(Stored items from a collection)
=== Section Start ===
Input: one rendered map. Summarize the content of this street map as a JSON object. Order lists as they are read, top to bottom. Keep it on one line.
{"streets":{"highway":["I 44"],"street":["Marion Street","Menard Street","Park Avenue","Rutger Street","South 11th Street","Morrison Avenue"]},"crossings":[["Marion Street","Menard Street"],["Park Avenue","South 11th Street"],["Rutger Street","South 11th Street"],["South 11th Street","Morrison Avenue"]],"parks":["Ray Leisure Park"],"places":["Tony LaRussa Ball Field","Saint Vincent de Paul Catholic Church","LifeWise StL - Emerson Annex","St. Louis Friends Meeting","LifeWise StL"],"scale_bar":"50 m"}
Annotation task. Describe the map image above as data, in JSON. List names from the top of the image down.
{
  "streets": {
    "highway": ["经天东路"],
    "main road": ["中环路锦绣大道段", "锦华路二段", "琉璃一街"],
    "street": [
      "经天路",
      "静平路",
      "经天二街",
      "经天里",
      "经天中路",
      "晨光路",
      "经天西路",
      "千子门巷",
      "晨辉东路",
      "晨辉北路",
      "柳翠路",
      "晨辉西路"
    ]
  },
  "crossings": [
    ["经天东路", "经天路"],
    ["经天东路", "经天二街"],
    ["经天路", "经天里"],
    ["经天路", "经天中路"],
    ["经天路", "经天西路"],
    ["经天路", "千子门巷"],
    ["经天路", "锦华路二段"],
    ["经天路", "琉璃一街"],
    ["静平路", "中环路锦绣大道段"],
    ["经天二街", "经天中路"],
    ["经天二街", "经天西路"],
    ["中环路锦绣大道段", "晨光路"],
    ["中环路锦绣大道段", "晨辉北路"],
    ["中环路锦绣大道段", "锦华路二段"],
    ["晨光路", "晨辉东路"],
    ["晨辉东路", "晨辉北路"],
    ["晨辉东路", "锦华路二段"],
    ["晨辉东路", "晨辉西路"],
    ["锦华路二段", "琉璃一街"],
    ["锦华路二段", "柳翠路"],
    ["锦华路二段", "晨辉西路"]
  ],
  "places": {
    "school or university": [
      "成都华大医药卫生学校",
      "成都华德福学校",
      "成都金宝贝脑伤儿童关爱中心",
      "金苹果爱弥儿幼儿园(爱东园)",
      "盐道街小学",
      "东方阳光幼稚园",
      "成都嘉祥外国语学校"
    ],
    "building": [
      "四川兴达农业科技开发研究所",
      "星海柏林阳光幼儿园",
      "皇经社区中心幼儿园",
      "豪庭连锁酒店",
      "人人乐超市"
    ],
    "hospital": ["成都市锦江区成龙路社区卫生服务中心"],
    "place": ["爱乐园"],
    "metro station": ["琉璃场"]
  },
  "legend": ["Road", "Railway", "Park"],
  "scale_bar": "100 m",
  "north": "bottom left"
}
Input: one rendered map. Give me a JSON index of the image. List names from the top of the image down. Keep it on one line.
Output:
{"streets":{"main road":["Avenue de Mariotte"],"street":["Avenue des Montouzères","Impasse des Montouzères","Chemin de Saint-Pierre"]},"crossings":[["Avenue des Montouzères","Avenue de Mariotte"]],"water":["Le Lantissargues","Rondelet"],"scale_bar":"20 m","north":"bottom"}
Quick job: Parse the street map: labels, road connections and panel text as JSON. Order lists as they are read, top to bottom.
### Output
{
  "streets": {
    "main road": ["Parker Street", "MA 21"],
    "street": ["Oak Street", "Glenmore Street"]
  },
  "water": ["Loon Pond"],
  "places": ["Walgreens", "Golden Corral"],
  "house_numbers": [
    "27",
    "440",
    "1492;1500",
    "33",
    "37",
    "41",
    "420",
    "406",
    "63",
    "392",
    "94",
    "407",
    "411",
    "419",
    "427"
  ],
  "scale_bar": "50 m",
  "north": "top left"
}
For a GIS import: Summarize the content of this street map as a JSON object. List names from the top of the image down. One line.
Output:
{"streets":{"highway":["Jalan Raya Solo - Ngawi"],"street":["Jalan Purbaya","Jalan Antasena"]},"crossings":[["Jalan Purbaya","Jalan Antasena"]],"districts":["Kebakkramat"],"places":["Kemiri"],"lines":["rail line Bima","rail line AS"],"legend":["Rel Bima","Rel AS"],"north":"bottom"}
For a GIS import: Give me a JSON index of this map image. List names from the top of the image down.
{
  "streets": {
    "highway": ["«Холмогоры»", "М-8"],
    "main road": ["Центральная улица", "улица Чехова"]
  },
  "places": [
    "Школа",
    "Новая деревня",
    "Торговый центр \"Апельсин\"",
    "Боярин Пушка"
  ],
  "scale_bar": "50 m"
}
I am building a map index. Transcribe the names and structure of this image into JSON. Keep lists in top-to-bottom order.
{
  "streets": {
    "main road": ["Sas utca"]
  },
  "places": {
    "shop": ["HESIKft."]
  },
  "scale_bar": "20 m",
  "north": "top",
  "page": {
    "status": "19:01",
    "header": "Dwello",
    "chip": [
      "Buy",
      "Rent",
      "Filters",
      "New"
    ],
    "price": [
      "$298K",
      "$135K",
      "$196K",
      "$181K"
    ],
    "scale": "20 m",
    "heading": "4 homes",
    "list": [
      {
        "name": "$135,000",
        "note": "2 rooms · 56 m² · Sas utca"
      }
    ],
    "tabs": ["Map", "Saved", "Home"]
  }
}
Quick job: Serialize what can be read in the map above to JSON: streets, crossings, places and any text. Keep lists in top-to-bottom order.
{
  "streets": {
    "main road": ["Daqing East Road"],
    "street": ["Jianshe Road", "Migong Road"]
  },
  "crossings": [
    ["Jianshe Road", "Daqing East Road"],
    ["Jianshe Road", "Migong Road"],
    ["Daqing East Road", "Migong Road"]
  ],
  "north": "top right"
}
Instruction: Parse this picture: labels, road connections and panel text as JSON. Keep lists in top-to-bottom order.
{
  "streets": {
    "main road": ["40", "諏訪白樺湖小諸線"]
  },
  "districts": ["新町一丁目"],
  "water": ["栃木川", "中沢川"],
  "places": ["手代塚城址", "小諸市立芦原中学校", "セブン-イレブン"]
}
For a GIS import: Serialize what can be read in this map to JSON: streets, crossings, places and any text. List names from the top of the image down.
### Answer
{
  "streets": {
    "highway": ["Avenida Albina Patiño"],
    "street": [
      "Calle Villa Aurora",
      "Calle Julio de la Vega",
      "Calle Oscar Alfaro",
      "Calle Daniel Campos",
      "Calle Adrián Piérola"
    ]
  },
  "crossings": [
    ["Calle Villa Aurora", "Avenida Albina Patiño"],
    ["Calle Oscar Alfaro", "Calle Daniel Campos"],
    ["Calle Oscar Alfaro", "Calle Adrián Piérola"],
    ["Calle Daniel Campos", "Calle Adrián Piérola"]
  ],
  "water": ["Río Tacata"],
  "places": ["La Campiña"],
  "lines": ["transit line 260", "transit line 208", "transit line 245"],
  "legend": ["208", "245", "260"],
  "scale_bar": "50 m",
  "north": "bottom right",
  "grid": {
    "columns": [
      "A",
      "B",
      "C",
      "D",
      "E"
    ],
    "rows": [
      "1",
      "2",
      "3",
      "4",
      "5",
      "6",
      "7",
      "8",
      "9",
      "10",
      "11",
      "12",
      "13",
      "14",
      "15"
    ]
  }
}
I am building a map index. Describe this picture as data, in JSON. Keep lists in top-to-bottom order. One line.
=== Section End ===
Copy out every record above exactly as written.

▶ Finished task:
Input: one rendered map. Summarize the content of this street map as a JSON object. Order lists as they are read, top to bottom. Keep it on one line.
{"streets":{"highway":["I 44"],"street":["Marion Street","Menard Street","Park Avenue","Rutger Street","South 11th Street","Morrison Avenue"]},"crossings":[["Marion Street","Menard Street"],["Park Avenue","South 11th Street"],["Rutger Street","South 11th Street"],["South 11th Street","Morrison Avenue"]],"parks":["Ray Leisure Park"],"places":["Tony LaRussa Ball Field","Saint Vincent de Paul Catholic Church","LifeWise StL - Emerson Annex","St. Louis Friends Meeting","LifeWise StL"],"scale_bar":"50 m"}
Annotation task. Describe the map image above as data, in JSON. List names from the top of the image down.
{
  "streets": {
    "highway": ["经天东路"],
    "main road": ["中环路锦绣大道段", "锦华路二段", "琉璃一街"],
    "street": [
      "经天路",
      "静平路",
      "经天二街",
      "经天里",
      "经天中路",
      "晨光路",
      "经天西路",
      "千子门巷",
      "晨辉东路",
      "晨辉北路",
      "柳翠路",
      "晨辉西路"
    ]
  },
  "crossings": [
    ["经天东路", "经天路"],
    ["经天东路", "经天二街"],
    ["经天路", "经天里"],
    ["经天路", "经天中路"],
    ["经天路", "经天西路"],
    ["经天路", "千子门巷"],
    ["经天路", "锦华路二段"],
    ["经天路", "琉璃一街"],
    ["静平路", "中环路锦绣大道段"],
    ["经天二街", "经天中路"],
    ["经天二街", "经天西路"],
    ["中环路锦绣大道段", "晨光路"],
    ["中环路锦绣大道段", "晨辉北路"],
    ["中环路锦绣大道段", "锦华路二段"],
    ["晨光路", "晨辉东路"],
    ["晨辉东路", "晨辉北路"],
    ["晨辉东路", "锦华路二段"],
    ["晨辉东路", "晨辉西路"],
    ["锦华路二段", "琉璃一街"],
    ["锦华路二段", "柳翠路"],
    ["锦华路二段", "晨辉西路"]
  ],
  "places": {
    "school or university": [
      "成都华大医药卫生学校",
      "成都华德福学校",
      "成都金宝贝脑伤儿童关爱中心",
      "金苹果爱弥儿幼儿园(爱东园)",
      "盐道街小学",
      "东方阳光幼稚园",
      "成都嘉祥外国语学校"
    ],
    "building": [
      "四川兴达农业科技开发研究所",
      "星海柏林阳光幼儿园",
      "皇经社区中心幼儿园",
      "豪庭连锁酒店",
      "人人乐超市"
    ],
    "hospital": ["成都市锦江区成龙路社区卫生服务中心"],
    "place": ["爱乐园"],
    "metro station": ["琉璃场"]
  },
  "legend": ["Road", "Railway", "Park"],
  "scale_bar": "100 m",
  "north": "bottom left"
}
Input: one rendered map. Give me a JSON index of the image. List names from the top of the image down. Keep it on one line.
Output:
{"streets":{"main road":["Avenue de Mariotte"],"street":["Avenue des Montouzères","Impasse des Montouzères","Chemin de Saint-Pierre"]},"crossings":[["Avenue des Montouzères","Avenue de Mariotte"]],"water":["Le Lantissargues","Rondelet"],"scale_bar":"20 m","north":"bottom"}
Quick job: Parse the street map: labels, road connections and panel text as JSON. Order lists as they are read, top to bottom.
### Output
{
  "streets": {
    "main road": ["Parker Street", "MA 21"],
    "street": ["Oak Street", "Glenmore Street"]
  },
  "water": ["Loon Pond"],
  "places": ["Walgreens", "Golden Corral"],
  "house_numbers": [
    "27",
    "440",
    "1492;1500",
    "33",
    "37",
    "41",
    "420",
    "406",
    "63",
    "392",
    "94",
    "407",
    "411",
    "419",
    "427"
  ],
  "scale_bar": "50 m",
  "north": "top left"
}
For a GIS import: Summarize the content of this street map as a JSON object. List names from the top of the image down. One line.
Output:
{"streets":{"highway":["Jalan Raya Solo - Ngawi"],"street":["Jalan Purbaya","Jalan Antasena"]},"crossings":[["Jalan Purbaya","Jalan Antasena"]],"districts":["Kebakkramat"],"places":["Kemiri"],"lines":["rail line Bima","rail line AS"],"legend":["Rel Bima","Rel AS"],"north":"bottom"}
For a GIS import: Give me a JSON index of this map image. List names from the top of the image down.
{
  "streets": {
    "highway": ["«Холмогоры»", "М-8"],
    "main road": ["Центральная улица", "улица Чехова"]
  },
  "places": [
    "Школа",
    "Новая деревня",
    "Торговый центр \"Апельсин\"",
    "Боярин Пушка"
  ],
  "scale_bar": "50 m"
}
I am building a map index. Transcribe the names and structure of this image into JSON. Keep lists in top-to-bottom order.
{
  "streets": {
    "main road": ["Sas utca"]
  },
  "places": {
    "shop": ["HESIKft."]
  },
  "scale_bar": "20 m",
  "north": "top",
  "page": {
    "status": "19:01",
    "header": "Dwello",
    "chip": [
      "Buy",
      "Rent",
      "Filters",
      "New"
    ],
    "price": [
      "$298K",
      "$135K",
      "$196K",
      "$181K"
    ],
    "scale": "20 m",
    "heading": "4 homes",
    "list": [
      {
        "name": "$135,000",
        "note": "2 rooms · 56 m² · Sas utca"
      }
    ],
    "tabs": ["Map", "Saved", "Home"]
  }
}
Quick job: Serialize what can be read in the map above to JSON: streets, crossings, places and any text. Keep lists in top-to-bottom order.
{
  "streets": {
    "main road": ["Daqing East Road"],
    "street": ["Jianshe Road", "Migong Road"]
  },
  "crossings": [
    ["Jianshe Road", "Daqing East Road"],
    ["Jianshe Road", "Migong Road"],
    ["Daqing East Road", "Migong Road"]
  ],
  "north": "top right"
}
Instruction: Parse this picture: labels, road connections and panel text as JSON. Keep lists in top-to-bottom order.
{
  "streets": {
    "main road": ["40", "諏訪白樺湖小諸線"]
  },
  "districts": ["新町一丁目"],
  "water": ["栃木川", "中沢川"],
  "places": ["手代塚城址", "小諸市立芦原中学校", "セブン-イレブン"]
}
For a GIS import: Serialize what can be read in this map to JSON: streets, crossings, places and any text. List names from the top of the image down.
### Answer
{
  "streets": {
    "highway": ["Avenida Albina Patiño"],
    "street": [
      "Calle Villa Aurora",
      "Calle Julio de la Vega",
      "Calle Oscar Alfaro",
      "Calle Daniel Campos",
      "Calle Adrián Piérola"
    ]
  },
  "crossings": [
    ["Calle Villa Aurora", "Avenida Albina Patiño"],
    ["Calle Oscar Alfaro", "Calle Daniel Campos"],
    ["Calle Oscar Alfaro", "Calle Adrián Piérola"],
    ["Calle Daniel Campos", "Calle Adrián Piérola"]
  ],
  "water": ["Río Tacata"],
  "places": ["La Campiña"],
  "lines": ["transit line 260", "transit line 208", "transit line 245"],
  "legend": ["208", "245", "260"],
  "scale_bar": "50 m",
  "north": "bottom right",
  "grid": {
    "columns": [
      "A",
      "B",
      "C",
      "D",
      "E"
    ],
    "rows": [
      "1",
      "2",
      "3",
      "4",
      "5",
      "6",
      "7",
      "8",
      "9",
      "10",
      "11",
      "12",
      "13",
      "14",
      "15"
    ]
  }
}
I am building a map index. Describe this picture as data, in JSON. Keep lists in top-to-bottom order. One line.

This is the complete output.